11/26/2005

Leprechaun 2: Back in tha Hood

Leprechaun 2: Back in tha Hood
'Hat & High heels in a rage'

For my readers who may not be enthralled with foreign films, I have subjected myself to the ignominy of watching Leprechaun 2: Back in tha Hood...an American film.

I knew I was in for treat when channel surfing we saw this on cable. I was immediately drawn to the title, Leprechaun 2: Back in tha Hood...that's tha Hood, not the Hood. Apparently, when talking about tha Hood you can't use the proper definite article, the, it has to be tha. Be I glad learned ya sumtin'.

So a girls falls into an underground cave that just happens to be at the end of a rainbow and is also right next to a public basketball court! The chick falls like three stories underground and of course, is unhurt. It's dark as hell down there so the guy that was with her, but didn't fall, is going to get a ladder or something and throws down a lighter to her so she can see.

She finds a candle down there. Yes, there was a cabinet with a candle. She lights the candle with the lighter. Check this out now. As she's looking around the cave/room, we see over her shoulder two lit lamps on the wall! WTF?!?!?! Where did they come from? Why is there power down there anyways? Why does she insist on walking around with a candle when there are lamps right behind her?

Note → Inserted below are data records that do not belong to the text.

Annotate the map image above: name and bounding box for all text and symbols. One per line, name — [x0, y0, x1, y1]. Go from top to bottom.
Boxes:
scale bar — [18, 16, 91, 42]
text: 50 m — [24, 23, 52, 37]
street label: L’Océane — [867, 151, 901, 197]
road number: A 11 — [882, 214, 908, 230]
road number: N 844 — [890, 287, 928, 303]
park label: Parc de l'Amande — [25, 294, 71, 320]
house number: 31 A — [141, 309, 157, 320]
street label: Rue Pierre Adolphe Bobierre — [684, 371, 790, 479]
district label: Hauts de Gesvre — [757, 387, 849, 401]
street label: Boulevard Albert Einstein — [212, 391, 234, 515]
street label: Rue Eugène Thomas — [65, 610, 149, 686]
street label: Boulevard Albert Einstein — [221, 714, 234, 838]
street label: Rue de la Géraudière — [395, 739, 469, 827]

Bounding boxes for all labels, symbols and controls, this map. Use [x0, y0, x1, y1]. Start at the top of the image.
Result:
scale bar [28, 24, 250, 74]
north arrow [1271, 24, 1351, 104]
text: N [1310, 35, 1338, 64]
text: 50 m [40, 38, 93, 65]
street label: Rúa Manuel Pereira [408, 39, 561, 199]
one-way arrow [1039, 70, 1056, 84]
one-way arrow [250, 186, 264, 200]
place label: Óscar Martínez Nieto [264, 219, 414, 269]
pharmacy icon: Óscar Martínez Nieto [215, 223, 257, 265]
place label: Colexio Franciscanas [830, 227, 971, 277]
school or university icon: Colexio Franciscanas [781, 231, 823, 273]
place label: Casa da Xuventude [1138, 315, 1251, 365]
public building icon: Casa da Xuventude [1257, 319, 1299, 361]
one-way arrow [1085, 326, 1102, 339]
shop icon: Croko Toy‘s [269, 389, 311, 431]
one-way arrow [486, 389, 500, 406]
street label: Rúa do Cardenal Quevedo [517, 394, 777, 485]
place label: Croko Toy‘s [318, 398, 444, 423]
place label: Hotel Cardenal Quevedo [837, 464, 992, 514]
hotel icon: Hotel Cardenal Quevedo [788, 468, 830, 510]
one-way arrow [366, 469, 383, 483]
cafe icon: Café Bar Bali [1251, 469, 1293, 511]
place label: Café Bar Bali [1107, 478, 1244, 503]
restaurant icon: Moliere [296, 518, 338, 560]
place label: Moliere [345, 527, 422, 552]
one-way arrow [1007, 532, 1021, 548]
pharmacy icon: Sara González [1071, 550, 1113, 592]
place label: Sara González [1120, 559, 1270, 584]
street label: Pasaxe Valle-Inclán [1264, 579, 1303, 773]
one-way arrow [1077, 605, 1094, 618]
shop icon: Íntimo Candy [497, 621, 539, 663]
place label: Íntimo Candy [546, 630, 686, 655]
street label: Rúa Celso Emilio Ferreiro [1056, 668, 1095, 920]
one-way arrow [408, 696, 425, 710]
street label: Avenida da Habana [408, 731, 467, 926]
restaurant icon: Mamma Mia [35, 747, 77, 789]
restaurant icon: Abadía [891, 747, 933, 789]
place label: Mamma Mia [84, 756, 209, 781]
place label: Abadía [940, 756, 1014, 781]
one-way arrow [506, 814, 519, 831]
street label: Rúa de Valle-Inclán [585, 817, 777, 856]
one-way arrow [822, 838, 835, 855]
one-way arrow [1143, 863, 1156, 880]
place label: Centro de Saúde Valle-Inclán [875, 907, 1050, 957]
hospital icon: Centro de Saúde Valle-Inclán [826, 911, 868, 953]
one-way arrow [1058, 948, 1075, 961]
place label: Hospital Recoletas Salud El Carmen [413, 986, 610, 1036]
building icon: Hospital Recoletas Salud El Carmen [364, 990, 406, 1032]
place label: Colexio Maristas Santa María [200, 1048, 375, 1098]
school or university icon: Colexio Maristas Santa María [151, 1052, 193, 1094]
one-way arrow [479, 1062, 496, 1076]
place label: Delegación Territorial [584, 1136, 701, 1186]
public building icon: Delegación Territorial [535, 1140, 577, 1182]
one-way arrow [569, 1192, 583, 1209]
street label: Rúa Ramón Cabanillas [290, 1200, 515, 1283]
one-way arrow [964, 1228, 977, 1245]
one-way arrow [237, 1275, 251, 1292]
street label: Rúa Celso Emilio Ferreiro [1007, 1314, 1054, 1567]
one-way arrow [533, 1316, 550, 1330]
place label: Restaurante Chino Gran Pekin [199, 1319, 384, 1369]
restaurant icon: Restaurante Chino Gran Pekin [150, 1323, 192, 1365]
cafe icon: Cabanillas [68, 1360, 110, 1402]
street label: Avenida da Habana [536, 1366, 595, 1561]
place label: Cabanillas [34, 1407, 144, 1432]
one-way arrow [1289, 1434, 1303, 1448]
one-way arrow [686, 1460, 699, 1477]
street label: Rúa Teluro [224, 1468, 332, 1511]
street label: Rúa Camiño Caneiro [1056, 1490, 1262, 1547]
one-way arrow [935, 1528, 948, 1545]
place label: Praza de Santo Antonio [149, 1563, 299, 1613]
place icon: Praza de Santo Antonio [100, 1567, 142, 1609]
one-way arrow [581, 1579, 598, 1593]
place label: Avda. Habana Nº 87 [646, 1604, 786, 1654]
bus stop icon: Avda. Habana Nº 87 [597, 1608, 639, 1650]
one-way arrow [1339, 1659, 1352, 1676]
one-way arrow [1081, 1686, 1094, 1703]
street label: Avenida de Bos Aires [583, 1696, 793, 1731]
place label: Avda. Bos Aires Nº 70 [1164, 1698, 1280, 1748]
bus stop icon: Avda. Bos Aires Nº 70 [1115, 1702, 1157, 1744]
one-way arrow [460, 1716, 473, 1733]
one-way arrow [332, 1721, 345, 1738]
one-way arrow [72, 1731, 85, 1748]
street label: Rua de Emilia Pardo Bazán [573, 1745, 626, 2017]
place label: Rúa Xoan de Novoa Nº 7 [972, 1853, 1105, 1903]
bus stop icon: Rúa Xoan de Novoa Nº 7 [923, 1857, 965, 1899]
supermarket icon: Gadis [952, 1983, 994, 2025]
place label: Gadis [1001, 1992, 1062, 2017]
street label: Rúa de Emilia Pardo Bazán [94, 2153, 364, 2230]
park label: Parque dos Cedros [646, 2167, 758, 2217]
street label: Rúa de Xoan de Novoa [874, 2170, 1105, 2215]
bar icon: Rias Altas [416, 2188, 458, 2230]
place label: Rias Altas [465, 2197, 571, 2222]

They find a chest full of gold coins. They take it back and that pisses of the Leprechaun.
He's a nasty looking little fellow that wears a hat & high heels. The first thing he does before killing his first victim, get high with him. Yup. He's smoking a bong. He gets the munchies and he goes to the fridge to find some grub, after killing the first guy with his own bong though. Death by bong, not a nice way to go...

Meanwhile, the finders of the treasure are living it up. One guy buys a gun. Another buys a ton of weed. A girl steals a gold coin from the finders. Now, according to the movie, each coin is worth about $4,000 to $5,000. And what does she do with this coin? What do you think she did? Sell it? Get it appraised? Buy food for her baby? Call her baby daddy for advice? Go to college? Pay the rent? Nooooooo...this is the hood argh, excuse me. This is tha Hood. She does what any respectable Hood denizen would conceivably do with a stolen previously-leprechaun owned gold coin, she has it melted and made into a gold tooth. Now why didn't I think of that?

The leprechaun gets over his buzz and continues hunting down the thieves. This does seem like a black version of the movie Scream (there's only 1 white guy in the movie) because that Leprechaun gets beat up by everyone. He gets punched, run over, burned, shot, hit with a bat, this guy takes a licking but keeps on ticking.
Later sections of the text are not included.